Moreover, as digital transactions have seen robust ­development, gradually perfecting regulations on ID authentication and verification has become vital. With this in mind, commercial banks have requested that the SBV allows a test run of eKYC on a limited range of operations to draw assessments.

In addition, to ensure security and promote financial inclusion in the country, commercial banks have also proposed that the government should consider granting them access to the national database of the population, which is reportedly being compiled by the Ministry of Public Security and is slated to be pressed into operation next year.

According to Nguyen Hong Son, deputy head of the Central Economic Commission, digital transformation is taking place rapidly in the banking sector, not only bringing changes to banks’ products and processes, but also enhancing customers’ personalised experiences.

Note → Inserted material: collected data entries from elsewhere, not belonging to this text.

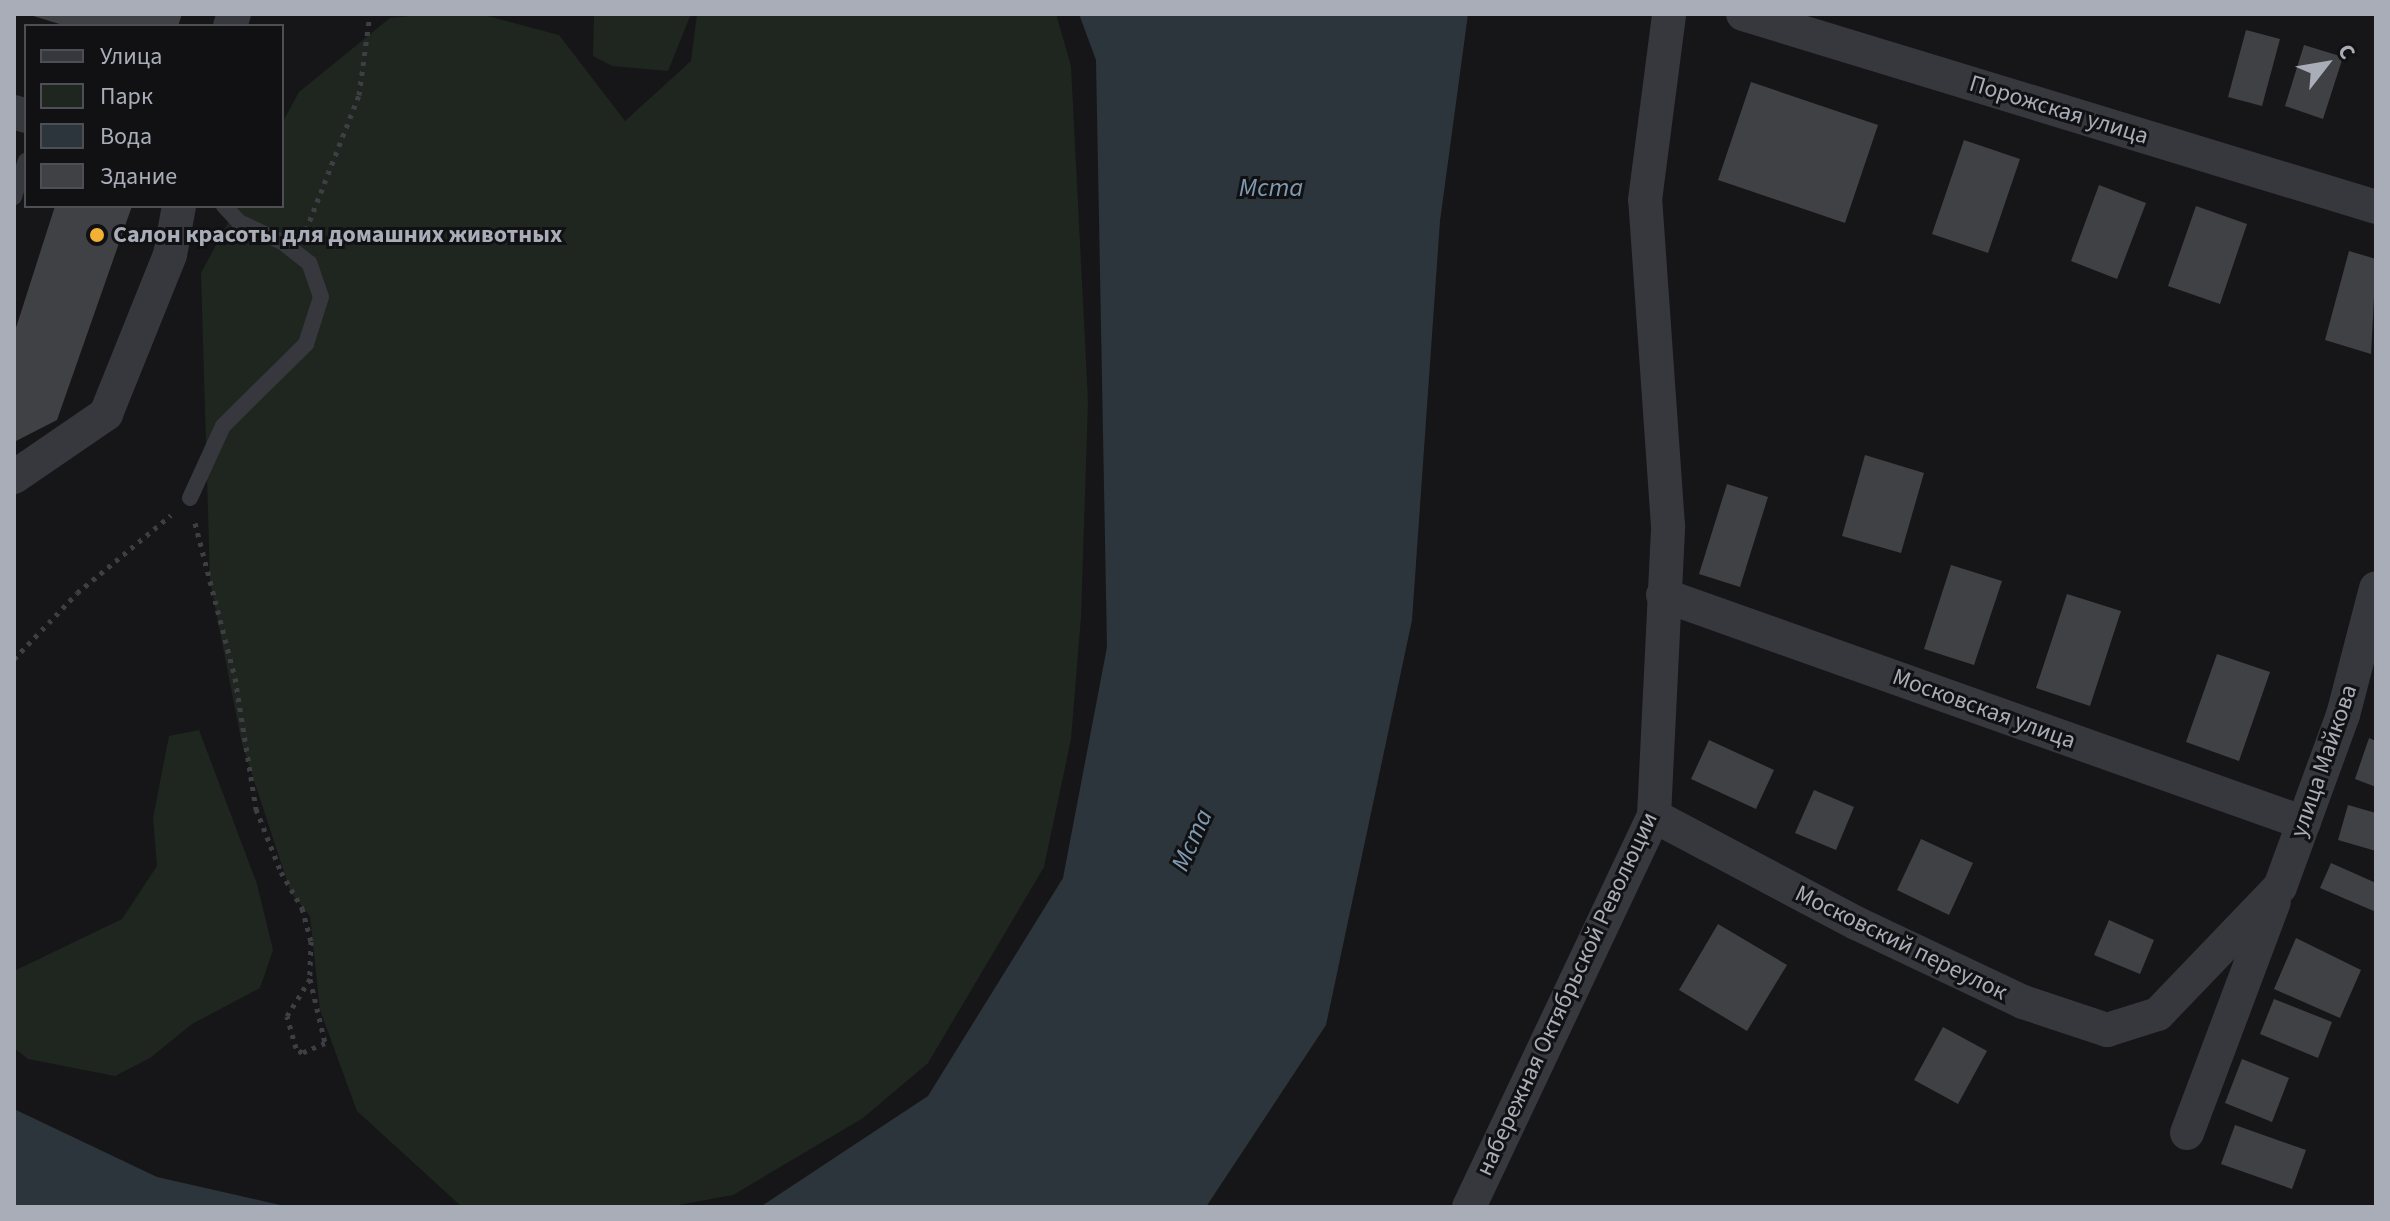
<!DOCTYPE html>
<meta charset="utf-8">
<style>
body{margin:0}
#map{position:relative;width:2390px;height:1221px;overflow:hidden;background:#161618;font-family:"Source Sans 3",sans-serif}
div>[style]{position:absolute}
.green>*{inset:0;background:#1e261f}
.water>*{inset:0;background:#2c353c}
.building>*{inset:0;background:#404145}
.path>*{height:5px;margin-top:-2.5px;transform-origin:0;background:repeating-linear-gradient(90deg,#3d3f44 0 4px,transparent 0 10px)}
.lane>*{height:16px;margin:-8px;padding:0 8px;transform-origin:8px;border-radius:8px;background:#37383d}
.street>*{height:34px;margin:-17px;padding:0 17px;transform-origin:17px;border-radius:17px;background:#37383d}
.dots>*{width:22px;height:22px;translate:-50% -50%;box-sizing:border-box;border:4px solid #111113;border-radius:50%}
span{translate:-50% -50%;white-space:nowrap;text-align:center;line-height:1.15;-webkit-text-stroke:6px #111113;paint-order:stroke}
.street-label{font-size:24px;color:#a8adb8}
.poi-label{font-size:24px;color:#a8adb8;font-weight:700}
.left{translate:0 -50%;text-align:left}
.water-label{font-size:26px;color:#7f9bb3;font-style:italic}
.frame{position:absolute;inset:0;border:16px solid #a8adb8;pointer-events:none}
.legend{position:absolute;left:24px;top:24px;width:260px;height:184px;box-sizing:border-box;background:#111113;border:2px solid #4d4f55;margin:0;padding:10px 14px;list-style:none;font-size:24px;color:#a8adb8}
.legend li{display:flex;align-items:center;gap:16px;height:40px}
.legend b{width:40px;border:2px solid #4d4f55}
.north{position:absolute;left:2286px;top:24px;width:80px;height:80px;-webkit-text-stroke:6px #111113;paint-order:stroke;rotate:59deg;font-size:22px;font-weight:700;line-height:32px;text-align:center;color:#a8adb8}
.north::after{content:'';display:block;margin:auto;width:28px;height:36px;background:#a8adb8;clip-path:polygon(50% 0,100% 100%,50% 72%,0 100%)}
</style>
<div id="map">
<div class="green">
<div style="clip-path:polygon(430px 14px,480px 14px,559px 35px,625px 121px,691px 61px,697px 14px,1056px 14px,1071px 66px,1088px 401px,1081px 617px,1071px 739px,1044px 867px,928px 1063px,863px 1118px,733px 1195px,667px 1207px,462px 1207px,357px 1111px,320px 1010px,310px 916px,291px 893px,242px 744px,210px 581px,201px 273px,237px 206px,282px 206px,282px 123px,299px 92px,390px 18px)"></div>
<div style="clip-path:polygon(594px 14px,691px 14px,668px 71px,612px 66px,593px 56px)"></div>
<div style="clip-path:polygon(199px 730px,257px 884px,273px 950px,260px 988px,192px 1024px,150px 1058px,115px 1076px,28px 1059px,14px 1048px,14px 971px,122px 919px,157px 866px,153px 818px,169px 736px)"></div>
</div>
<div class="water">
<div style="clip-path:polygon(1079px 14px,1468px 14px,1440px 221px,1412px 620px,1326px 1025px,1206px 1207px,760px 1207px,928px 1096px,1063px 878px,1107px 647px,1096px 60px)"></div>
<div style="clip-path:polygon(14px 1109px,157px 1177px,289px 1207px,14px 1207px)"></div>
</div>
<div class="building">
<div style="clip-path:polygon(182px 14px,178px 26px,66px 26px,30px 15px)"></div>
<div style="clip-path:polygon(2246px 30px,2280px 39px,2262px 106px,2228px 97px)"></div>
<div style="clip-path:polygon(2304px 45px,2343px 57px,2323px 119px,2285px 106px)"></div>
<div style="clip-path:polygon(1751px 82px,1878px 125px,1845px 223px,1718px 180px)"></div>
<div style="clip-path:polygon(1964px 140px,2020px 159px,1988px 253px,1932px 234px)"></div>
<div style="clip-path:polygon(2099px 185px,2146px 203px,2117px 279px,2071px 261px)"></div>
<div style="clip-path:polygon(55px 206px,132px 206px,57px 420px,14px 442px,14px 334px)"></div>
<div style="clip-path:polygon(2196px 206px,2247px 224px,2220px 304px,2168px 286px)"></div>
<div style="clip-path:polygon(2349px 251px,2376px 259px,2371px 354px,2325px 340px)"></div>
<div style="clip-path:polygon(1865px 455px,1924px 473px,1901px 553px,1842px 536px)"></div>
<div style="clip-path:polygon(1727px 484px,1768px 497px,1740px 587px,1699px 574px)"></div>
<div style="clip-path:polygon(1951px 565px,2002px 581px,1974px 665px,1924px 649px)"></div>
<div style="clip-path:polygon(2067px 594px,2121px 611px,2090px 706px,2036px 688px)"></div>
<div style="clip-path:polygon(2217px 654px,2270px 672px,2239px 761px,2186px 742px)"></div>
<div style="clip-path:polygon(2369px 738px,2376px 741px,2376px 787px,2355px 779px)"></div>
<div style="clip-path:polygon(1709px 740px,1774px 770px,1756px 809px,1691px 779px)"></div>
<div style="clip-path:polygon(1814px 790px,1854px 807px,1836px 850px,1795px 833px)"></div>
<div style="clip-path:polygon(2348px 805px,2376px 813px,2376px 851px,2338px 840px)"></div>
<div style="clip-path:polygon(1921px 839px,1973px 863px,1949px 915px,1897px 890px)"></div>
<div style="clip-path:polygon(2331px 863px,2376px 883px,2376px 912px,2320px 888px)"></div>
<div style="clip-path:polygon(2109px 920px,2154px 940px,2140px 974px,2094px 955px)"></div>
<div style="clip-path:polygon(1718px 924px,1787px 965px,1747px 1031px,1679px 990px)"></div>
<div style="clip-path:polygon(2296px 938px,2361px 970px,2340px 1018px,2274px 989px)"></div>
<div style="clip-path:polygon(2274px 999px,2332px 1022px,2318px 1058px,2260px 1034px)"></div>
<div style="clip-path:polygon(1943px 1027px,1987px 1051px,1958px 1104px,1914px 1080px)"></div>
<div style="clip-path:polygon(2242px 1059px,2289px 1078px,2272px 1122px,2225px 1103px)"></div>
<div style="clip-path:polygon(2235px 1125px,2306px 1150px,2292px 1189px,2221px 1164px)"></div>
</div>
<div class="path">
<div style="left:306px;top:230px;width:145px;rotate:-68.6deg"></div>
<div style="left:359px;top:95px;width:82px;rotate:-82.3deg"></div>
<div style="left:195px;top:523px;width:160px;rotate:75.5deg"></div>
<div style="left:235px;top:678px;width:133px;rotate:80.9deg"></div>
<div style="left:256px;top:809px;width:68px;rotate:68.4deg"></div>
<div style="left:281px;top:872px;width:42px;rotate:59.7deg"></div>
<div style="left:302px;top:908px;width:34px;rotate:75deg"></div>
<div style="left:311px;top:941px;width:38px;rotate:92deg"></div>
<div style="left:310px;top:979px;width:66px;rotate:76.8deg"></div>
<div style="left:325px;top:1043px;width:25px;rotate:157deg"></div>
<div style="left:302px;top:1053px;width:8px;rotate:-140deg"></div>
<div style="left:296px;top:1048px;width:33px;rotate:-106deg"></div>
<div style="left:287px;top:1016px;width:44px;rotate:-58.1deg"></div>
<div style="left:14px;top:659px;width:91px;rotate:-46.3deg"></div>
<div style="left:77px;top:593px;width:122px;rotate:-39.7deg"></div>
</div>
<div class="lane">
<div style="left:14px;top:197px;width:38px;rotate:-72deg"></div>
<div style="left:190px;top:498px;width:79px;rotate:-65.4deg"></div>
<div style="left:223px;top:426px;width:117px;rotate:-44.7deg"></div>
<div style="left:306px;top:344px;width:49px;rotate:-72.3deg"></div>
<div style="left:321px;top:297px;width:36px;rotate:-109deg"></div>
<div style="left:309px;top:263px;width:34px;rotate:-142deg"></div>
<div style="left:282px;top:242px;width:47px;rotate:-155.1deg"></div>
<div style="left:239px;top:222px;width:22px;rotate:-133deg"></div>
</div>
<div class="street">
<div style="left:1743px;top:14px;width:662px;rotate:16.96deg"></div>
<div style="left:230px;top:26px;width:13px;rotate:-72deg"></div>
<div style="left:14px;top:112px;width:13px;rotate:18deg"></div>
<div style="left:14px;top:477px;width:112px;rotate:-34.4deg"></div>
<div style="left:106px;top:414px;width:171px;rotate:-68.1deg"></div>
<div style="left:170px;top:255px;width:50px;rotate:-79.6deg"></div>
<div style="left:1663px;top:595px;width:680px;rotate:19.58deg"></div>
<div style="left:1654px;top:816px;width:229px;rotate:27.9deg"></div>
<div style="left:1856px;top:923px;width:185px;rotate:25.3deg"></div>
<div style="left:2023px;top:1002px;width:89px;rotate:18.4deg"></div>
<div style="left:2107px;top:1030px;width:53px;rotate:-17.4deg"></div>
<div style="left:2158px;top:1014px;width:176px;rotate:-46.2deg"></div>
<div style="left:2280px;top:887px;width:183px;rotate:-69.9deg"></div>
<div style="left:2343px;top:715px;width:131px;rotate:-75.4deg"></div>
<div style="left:2187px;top:1133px;width:247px;rotate:-69.4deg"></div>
<div style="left:1469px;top:1207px;width:433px;rotate:-64.7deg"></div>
<div style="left:1654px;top:816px;width:290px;rotate:-87.2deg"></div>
<div style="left:1668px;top:526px;width:327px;rotate:-94deg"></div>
<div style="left:1645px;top:200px;width:188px;rotate:-82.6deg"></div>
</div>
<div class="dots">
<div style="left:97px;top:235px;background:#f2b134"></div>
</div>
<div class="street-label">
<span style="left:2059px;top:110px;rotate:17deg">Порожская улица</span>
<span style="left:1984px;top:709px;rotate:20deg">Московская улица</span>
<span style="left:2324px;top:761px;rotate:-71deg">улица Майкова</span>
<span style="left:1901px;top:943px;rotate:26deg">Московский переулок</span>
<span style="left:1567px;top:994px;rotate:-65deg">набережная Октябрьской Революции</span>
</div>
<div class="poi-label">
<span class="left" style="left:113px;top:235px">Салон красоты для домашних животных</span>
</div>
<div class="water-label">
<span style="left:1271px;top:188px">Мста</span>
<span style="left:1192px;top:840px;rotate:-66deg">Мста</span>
</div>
<div class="frame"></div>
<ul class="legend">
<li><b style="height:10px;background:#37383d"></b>Улица</li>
<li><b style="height:22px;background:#1e261f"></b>Парк</li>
<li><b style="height:22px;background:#2c353c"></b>Вода</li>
<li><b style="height:22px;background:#404145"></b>Здание</li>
</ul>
<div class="north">С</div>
</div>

“Without openness, the economy might quickly lose its competitiveness, but the consequences could be even worse if we don’t have an explicit legal system in place,” he said. “We need to embrace the avant-garde and accept novelties. Taking advantage of opportunities requires thorough preparation, but acting too late may result in losing them.”

SBV Deputy Governor Nguyen Kim Anh stated that Vietnam has many favourable conditions for the development of digital banks. In recent years, the SBV has aided banks in their digital transformation by improving the legal system and providing stimulus for banks to embark on technological innovations.

“The SBV will soon enact a decree to supersede Decree No.101/2012/ND-CP on cashless payments, and will also provide amendments for Decree No.116/2013/ND-CP on anti-laundering with the aim of allowing the use of eKYC,” explained Anh. “We will also accelerate building technology infrastructure, primarily in e-payments, setting forth standards on QR codes and chip cards.”